Reproduce the data that follows in its entirety, character for character.

── Excerpted data ──

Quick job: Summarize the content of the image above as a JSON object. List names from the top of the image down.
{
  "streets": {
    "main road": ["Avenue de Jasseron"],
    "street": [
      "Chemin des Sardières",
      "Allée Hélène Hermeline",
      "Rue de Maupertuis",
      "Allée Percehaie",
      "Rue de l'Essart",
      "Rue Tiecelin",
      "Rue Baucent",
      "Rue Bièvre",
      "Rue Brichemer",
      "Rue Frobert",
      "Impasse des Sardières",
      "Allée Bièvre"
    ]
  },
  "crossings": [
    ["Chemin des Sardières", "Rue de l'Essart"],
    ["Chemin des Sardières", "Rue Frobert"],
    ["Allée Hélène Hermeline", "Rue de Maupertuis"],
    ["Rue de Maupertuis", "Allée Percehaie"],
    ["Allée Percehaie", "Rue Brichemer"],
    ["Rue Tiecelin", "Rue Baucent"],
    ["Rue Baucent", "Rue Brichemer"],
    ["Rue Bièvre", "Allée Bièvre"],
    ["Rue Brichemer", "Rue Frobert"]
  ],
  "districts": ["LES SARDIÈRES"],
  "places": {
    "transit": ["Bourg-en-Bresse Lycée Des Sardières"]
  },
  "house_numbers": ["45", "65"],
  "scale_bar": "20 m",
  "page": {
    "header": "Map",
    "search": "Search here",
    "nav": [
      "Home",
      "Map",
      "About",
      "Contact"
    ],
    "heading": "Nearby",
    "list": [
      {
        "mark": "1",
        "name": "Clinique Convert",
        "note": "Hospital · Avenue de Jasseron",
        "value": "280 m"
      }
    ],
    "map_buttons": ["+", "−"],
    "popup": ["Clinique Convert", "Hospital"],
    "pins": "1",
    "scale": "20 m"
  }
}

───

▸ Your response
Quick job: Summarize the content of the image above as a JSON object. List names from the top of the image down.
{
  "streets": {
    "main road": ["Avenue de Jasseron"],
    "street": [
      "Chemin des Sardières",
      "Allée Hélène Hermeline",
      "Rue de Maupertuis",
      "Allée Percehaie",
      "Rue de l'Essart",
      "Rue Tiecelin",
      "Rue Baucent",
      "Rue Bièvre",
      "Rue Brichemer",
      "Rue Frobert",
      "Impasse des Sardières",
      "Allée Bièvre"
    ]
  },
  "crossings": [
    ["Chemin des Sardières", "Rue de l'Essart"],
    ["Chemin des Sardières", "Rue Frobert"],
    ["Allée Hélène Hermeline", "Rue de Maupertuis"],
    ["Rue de Maupertuis", "Allée Percehaie"],
    ["Allée Percehaie", "Rue Brichemer"],
    ["Rue Tiecelin", "Rue Baucent"],
    ["Rue Baucent", "Rue Brichemer"],
    ["Rue Bièvre", "Allée Bièvre"],
    ["Rue Brichemer", "Rue Frobert"]
  ],
  "districts": ["LES SARDIÈRES"],
  "places": {
    "transit": ["Bourg-en-Bresse Lycée Des Sardières"]
  },
  "house_numbers": ["45", "65"],
  "scale_bar": "20 m",
  "page": {
    "header": "Map",
    "search": "Search here",
    "nav": [
      "Home",
      "Map",
      "About",
      "Contact"
    ],
    "heading": "Nearby",
    "list": [
      {
        "mark": "1",
        "name": "Clinique Convert",
        "note": "Hospital · Avenue de Jasseron",
        "value": "280 m"
      }
    ],
    "map_buttons": ["+", "−"],
    "popup": ["Clinique Convert", "Hospital"],
    "pins": "1",
    "scale": "20 m"
  }
}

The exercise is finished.